The content-related part of the seminar began with the workshop “The Ancient Orient in my Life”, in which the participants reflected in changing group compositions about what they associate with the various keywords of this complex of topics, which narratives, languages and countries in particular come to their mind and how their respective country of origin is or can be related to it. The workshop was followed by presentations by Dyoniz Kindata from Tanzania on “The Literature of Ancient Mesopotamia – an Overview” and by Layth A. Slewa from Iraq on the languages of Mesopotamia. The workshop and presentations paved the way for the introductory lecture “History, Languages and Cultures of the Ancient Orient”, which was held by Prof Dr Hans Neumann (Ancient Oriental Studies, University of Münster). After a definition of the terms, a historical, cultural and linguistic-historical overview followed – starting from the Sumerian city-states in the ancient Mesopotamia in the early third millennium BC to the Achaemenid Empire in the 4th century BC.
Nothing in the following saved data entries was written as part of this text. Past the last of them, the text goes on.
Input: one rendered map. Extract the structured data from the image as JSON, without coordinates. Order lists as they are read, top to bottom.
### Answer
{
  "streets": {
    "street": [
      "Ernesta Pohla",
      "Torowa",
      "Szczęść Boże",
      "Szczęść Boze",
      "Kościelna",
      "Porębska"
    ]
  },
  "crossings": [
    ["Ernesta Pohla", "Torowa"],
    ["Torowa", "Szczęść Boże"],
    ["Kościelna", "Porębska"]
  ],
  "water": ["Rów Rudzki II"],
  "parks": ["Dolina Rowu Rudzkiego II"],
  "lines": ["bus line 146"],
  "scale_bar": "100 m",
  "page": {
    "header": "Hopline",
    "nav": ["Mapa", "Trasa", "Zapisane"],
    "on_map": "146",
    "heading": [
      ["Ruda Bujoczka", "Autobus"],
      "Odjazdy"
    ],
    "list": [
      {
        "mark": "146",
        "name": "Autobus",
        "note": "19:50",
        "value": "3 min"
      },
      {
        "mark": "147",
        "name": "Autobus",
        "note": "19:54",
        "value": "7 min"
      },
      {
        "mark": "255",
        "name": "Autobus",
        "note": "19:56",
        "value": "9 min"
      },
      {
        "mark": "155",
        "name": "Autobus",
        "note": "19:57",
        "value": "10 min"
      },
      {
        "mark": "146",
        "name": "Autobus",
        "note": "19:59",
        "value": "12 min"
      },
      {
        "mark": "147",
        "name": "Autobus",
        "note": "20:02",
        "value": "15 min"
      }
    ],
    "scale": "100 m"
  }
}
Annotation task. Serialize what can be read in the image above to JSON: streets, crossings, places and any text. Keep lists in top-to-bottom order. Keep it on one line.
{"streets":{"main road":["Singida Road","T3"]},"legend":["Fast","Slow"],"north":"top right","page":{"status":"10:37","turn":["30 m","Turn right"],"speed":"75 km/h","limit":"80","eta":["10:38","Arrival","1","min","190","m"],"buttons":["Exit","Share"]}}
The era of the Ancient Near East was explored in depth and illuminated from various angles during a guided tour of the Archaeological Museum in Münster. During the city tour through Münster, the participants were taken into another era and another region – the visit of the cathedral and the peace hall was certainly a special highlight.
In his lecture “The Ancient Near East in Today’s Middle East: Influences on Language, Culture and Religious Traditions” Prof. Dr. Dr. Manfred Hutter (Comparative Religious Studies, University of Bonn) identified references of the Ancient Near East to the present. Be it the various inventions (such as the seed plow) that have contributed to civilization, or linguistic expressions of Sumerian or Akkadian that have been passed down to the present day, be it certain myths and narratives that have found their way into the collective memory of some cultures and countries and are sometimes activated and misused for political purposes – they all form points of reference for an objective or identity-forming reference. The participants were able to draw on the aspect of the construction or even suppression of certain identities in a special way – particularly, when it comes to identities linked to a certain language.
The social highlight of the seminar was the final evening organized by three scholars, which turned the participants into players of an exciting and fun quiz. The seminar was spiritually rounded off by the international service held in the Edith Stein Chapel.